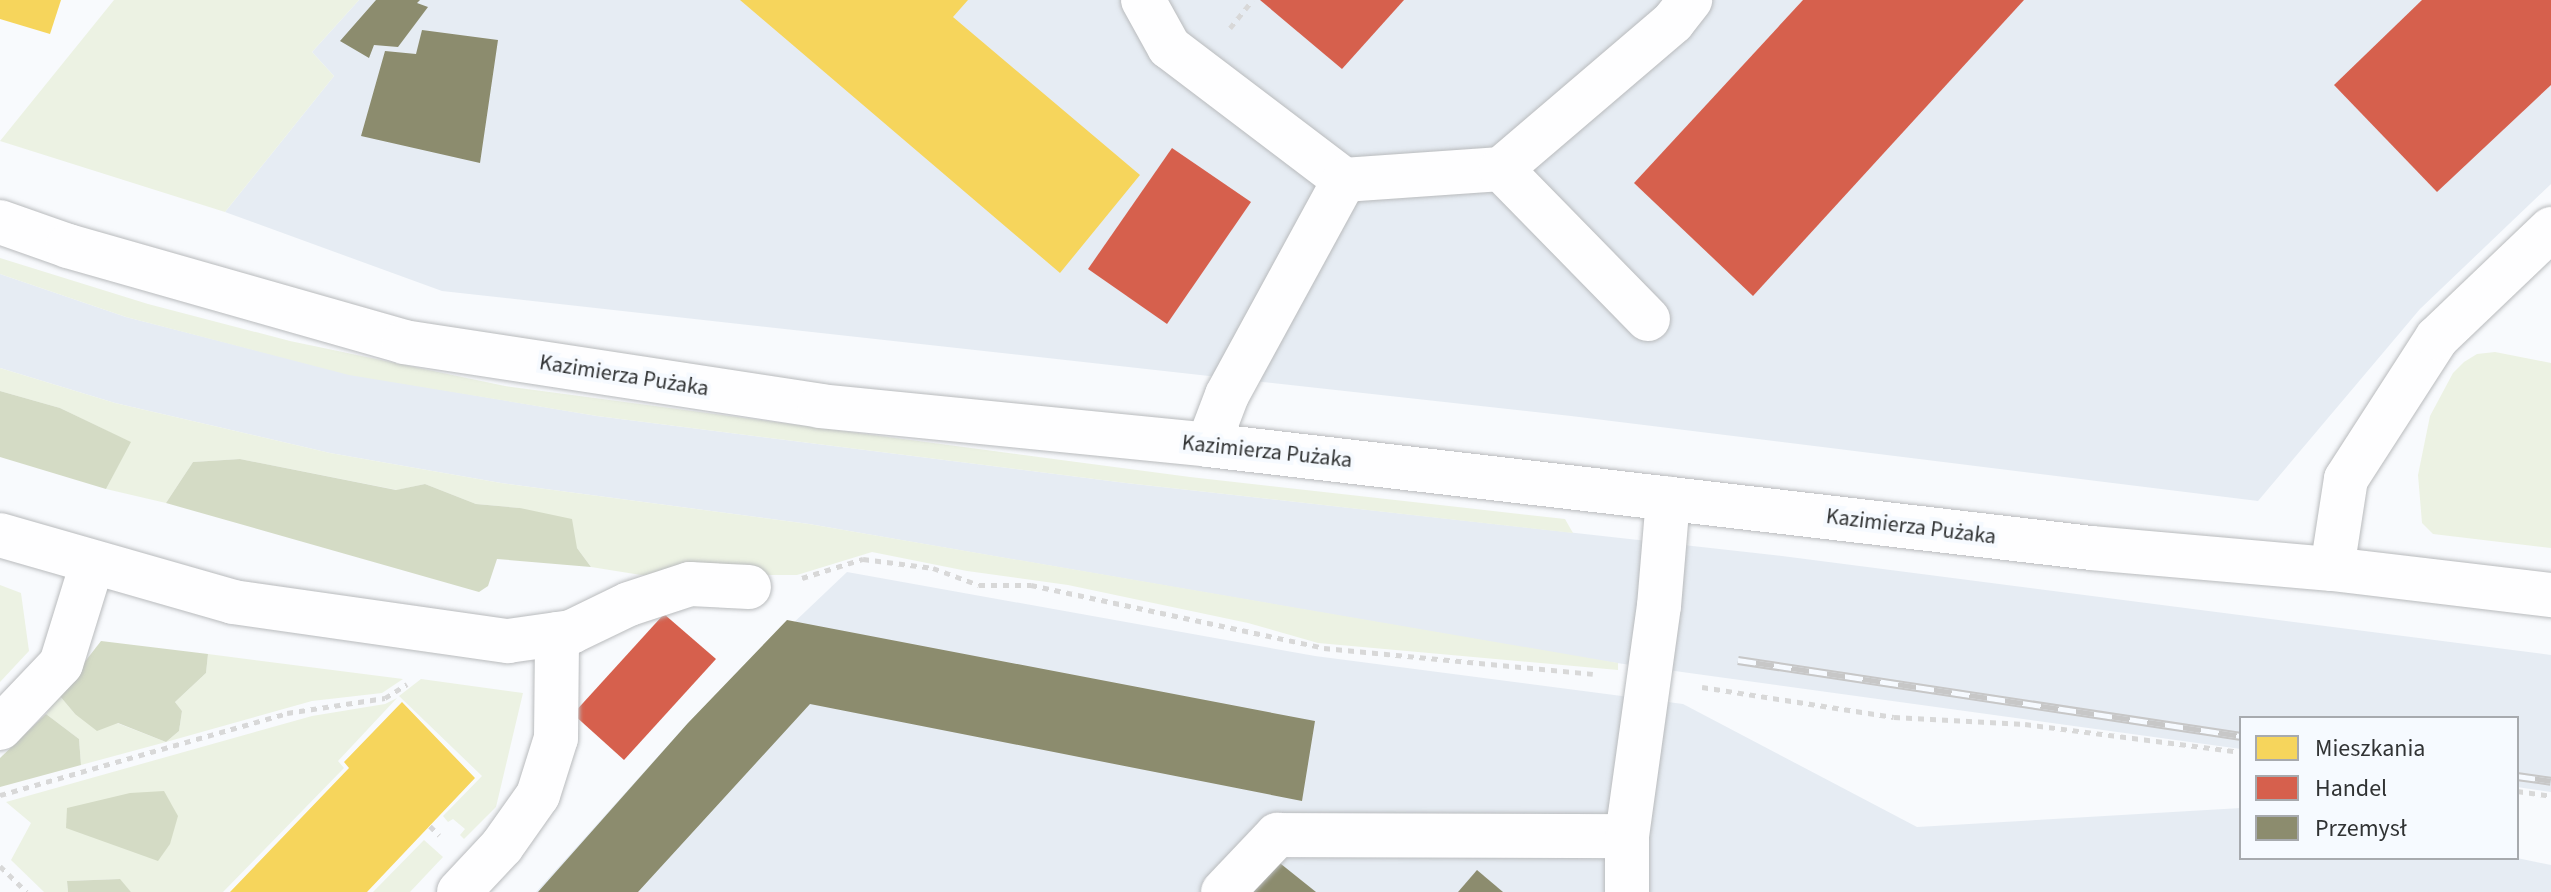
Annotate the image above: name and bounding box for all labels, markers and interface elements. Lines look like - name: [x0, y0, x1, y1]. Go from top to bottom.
◇ ◇ ◇
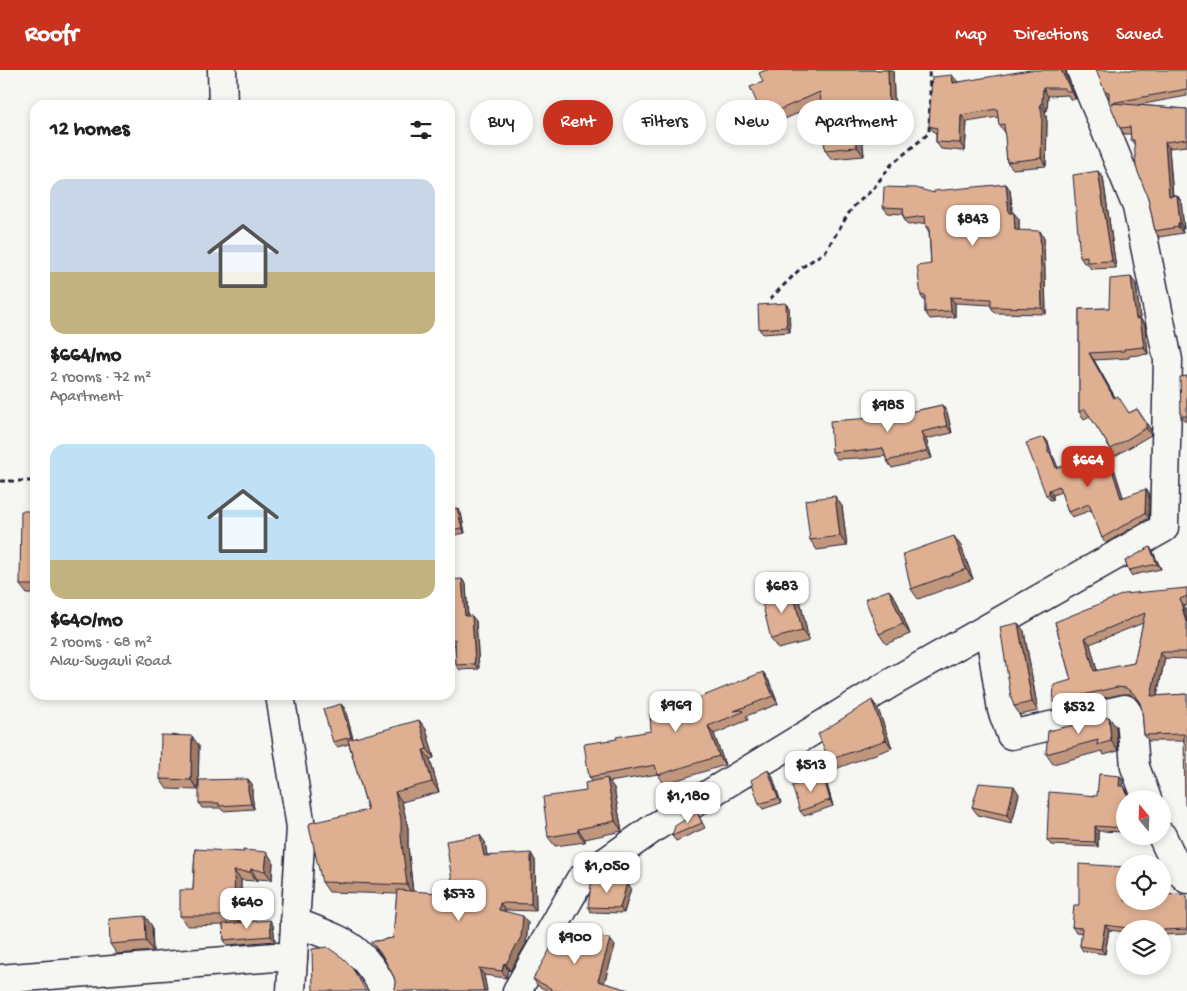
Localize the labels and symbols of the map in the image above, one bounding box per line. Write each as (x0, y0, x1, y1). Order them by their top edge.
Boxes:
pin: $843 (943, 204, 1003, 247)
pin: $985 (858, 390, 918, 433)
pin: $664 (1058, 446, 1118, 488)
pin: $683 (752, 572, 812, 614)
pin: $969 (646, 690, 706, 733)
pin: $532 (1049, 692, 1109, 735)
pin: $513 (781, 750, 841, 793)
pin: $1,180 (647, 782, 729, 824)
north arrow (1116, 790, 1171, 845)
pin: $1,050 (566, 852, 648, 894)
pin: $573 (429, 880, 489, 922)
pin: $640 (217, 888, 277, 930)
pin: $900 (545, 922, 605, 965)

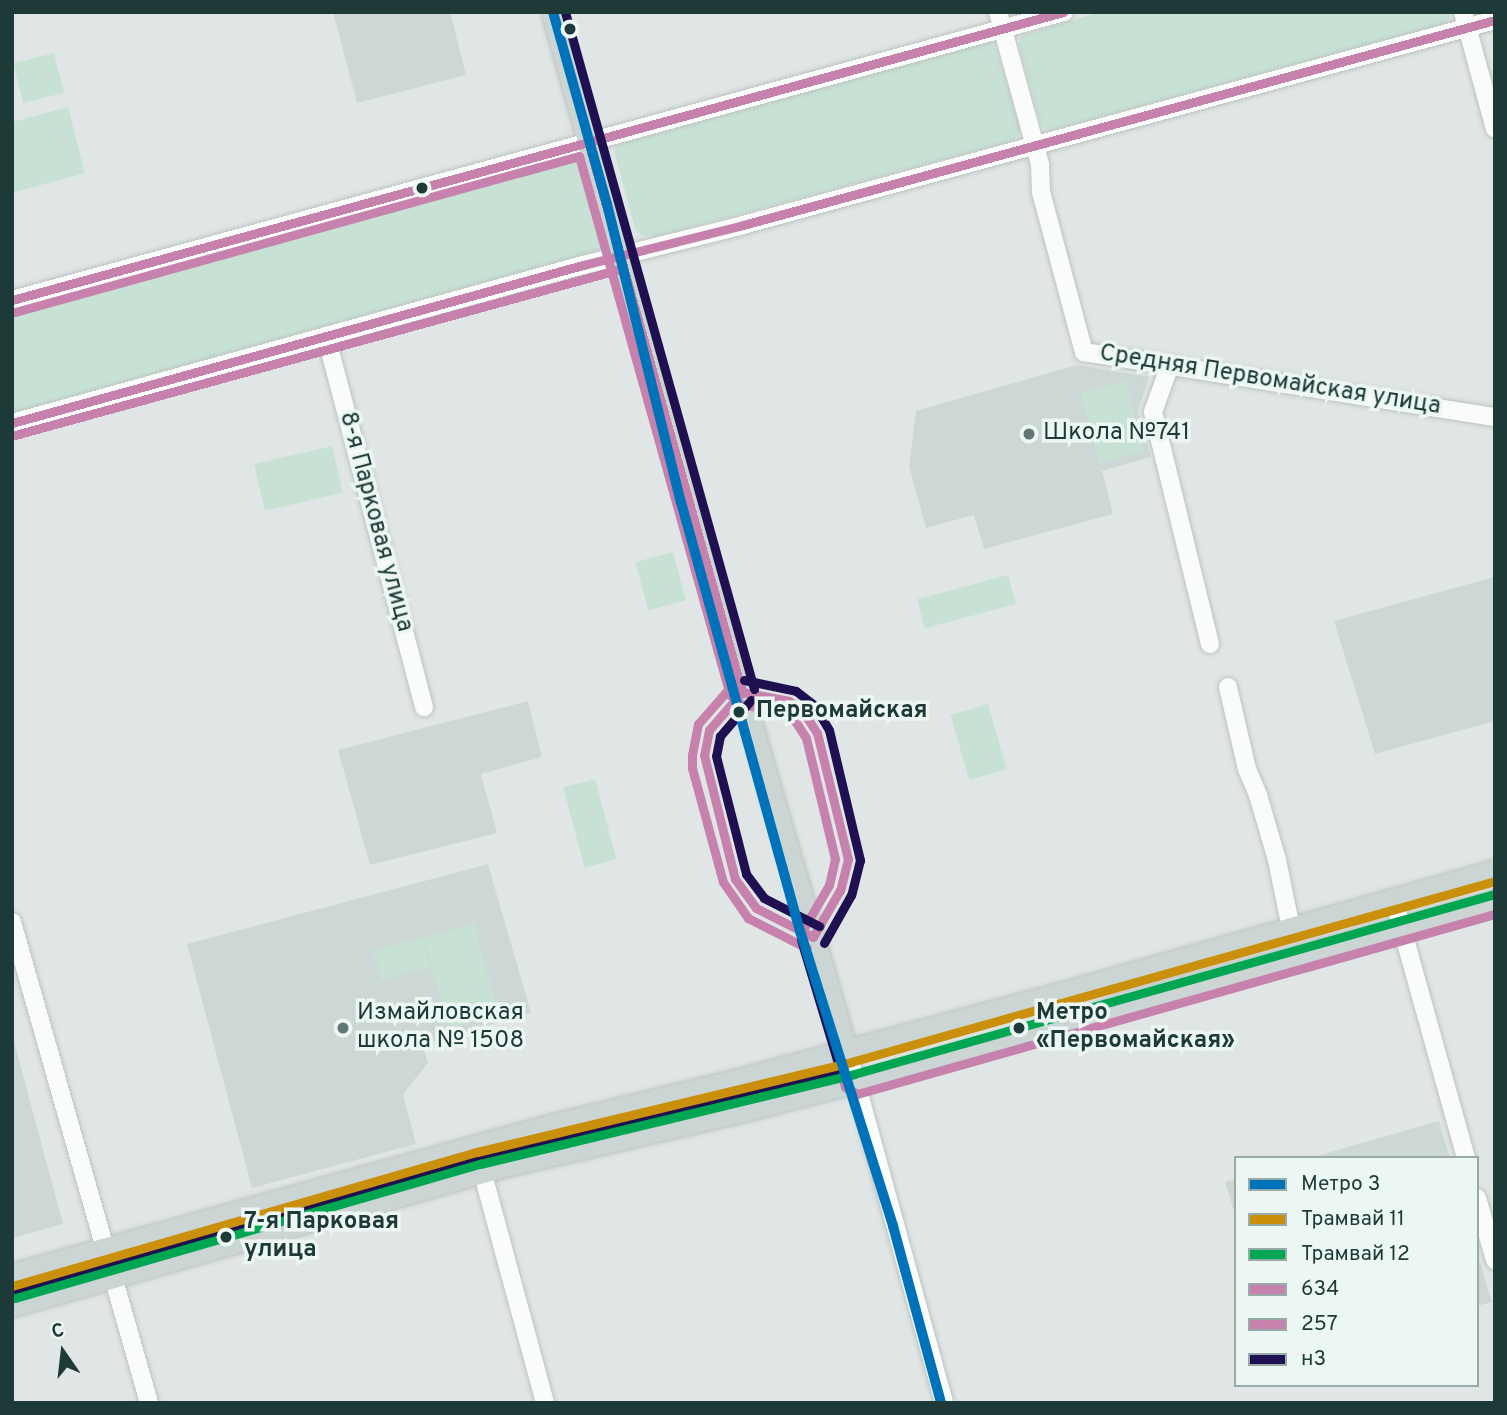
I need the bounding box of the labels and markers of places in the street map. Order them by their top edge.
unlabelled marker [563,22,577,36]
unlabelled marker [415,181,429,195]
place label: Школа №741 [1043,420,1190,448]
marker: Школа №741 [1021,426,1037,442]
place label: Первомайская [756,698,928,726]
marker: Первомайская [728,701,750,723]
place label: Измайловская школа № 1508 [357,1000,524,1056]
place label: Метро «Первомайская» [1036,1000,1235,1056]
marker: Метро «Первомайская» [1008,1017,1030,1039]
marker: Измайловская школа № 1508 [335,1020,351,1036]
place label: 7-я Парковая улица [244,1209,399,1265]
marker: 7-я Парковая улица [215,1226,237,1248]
◇ ◇ ◇
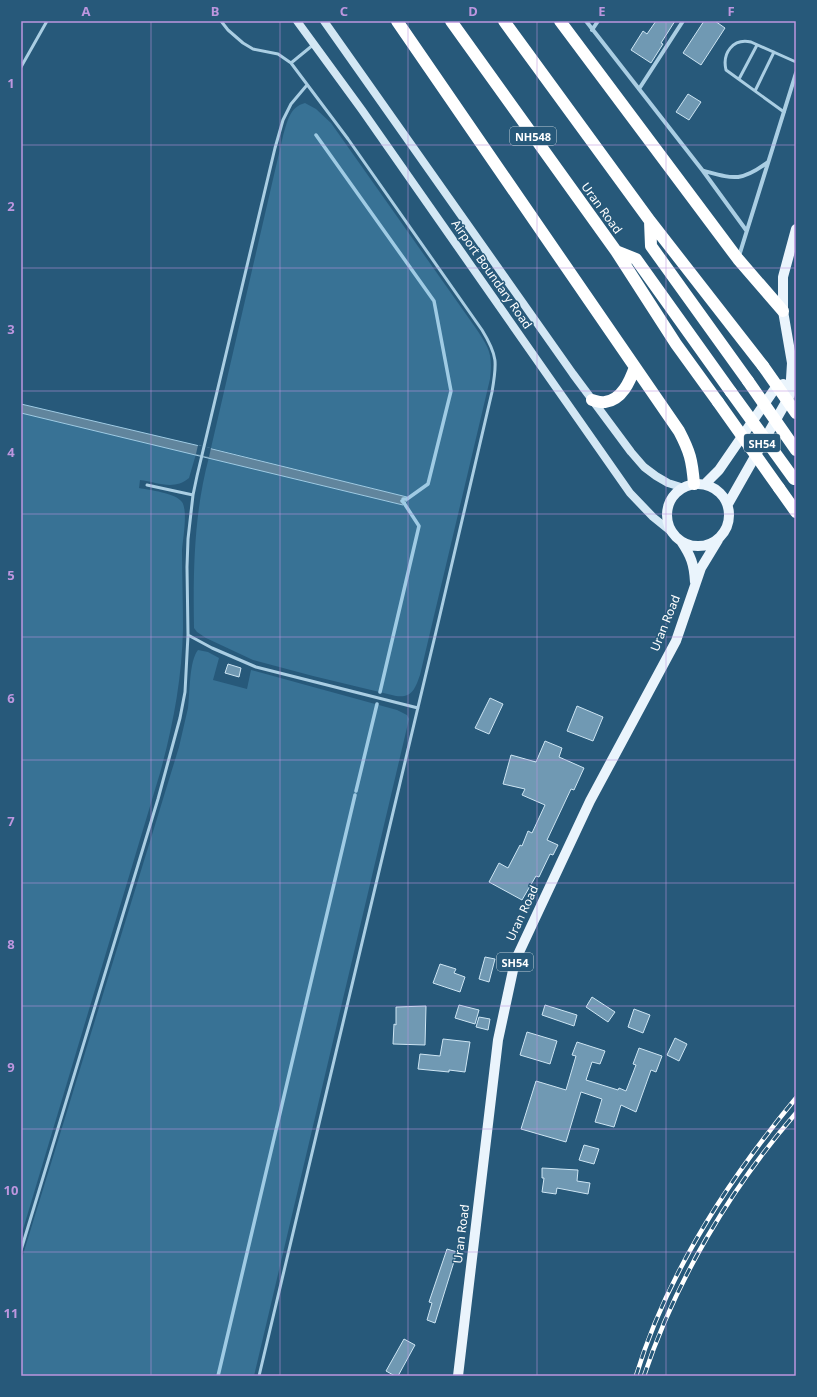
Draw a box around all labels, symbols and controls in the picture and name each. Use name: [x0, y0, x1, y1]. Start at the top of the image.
◇ ◇ ◇
» **PROBLEM STATEMENT**
Please report every line of the listing that contains the string "above".

» **TASK RESULT**
Annotate the image above: name and bounding box for all labels, markers and interface elements. Lines look like - name: [x0, y0, x1, y1]. Go from top to bottom.
Localize the labels and symbols of the map in the image above, one bounding box per line. Write each as (x0, y0, x1, y1). Order them by their top edge.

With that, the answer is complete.